**Activity:** The data is to be reproduced in full and without error.

**Entries provided:**
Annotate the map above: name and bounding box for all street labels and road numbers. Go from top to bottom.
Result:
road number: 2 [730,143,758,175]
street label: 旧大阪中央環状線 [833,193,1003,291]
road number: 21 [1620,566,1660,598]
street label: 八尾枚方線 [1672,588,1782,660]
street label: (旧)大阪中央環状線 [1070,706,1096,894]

**Finished task:**
Annotate the map above: name and bounding box for all street labels and road numbers. Go from top to bottom.
Result:
road number: 2 [730,143,758,175]
street label: 旧大阪中央環状線 [833,193,1003,291]
road number: 21 [1620,566,1660,598]
street label: 八尾枚方線 [1672,588,1782,660]
street label: (旧)大阪中央環状線 [1070,706,1096,894]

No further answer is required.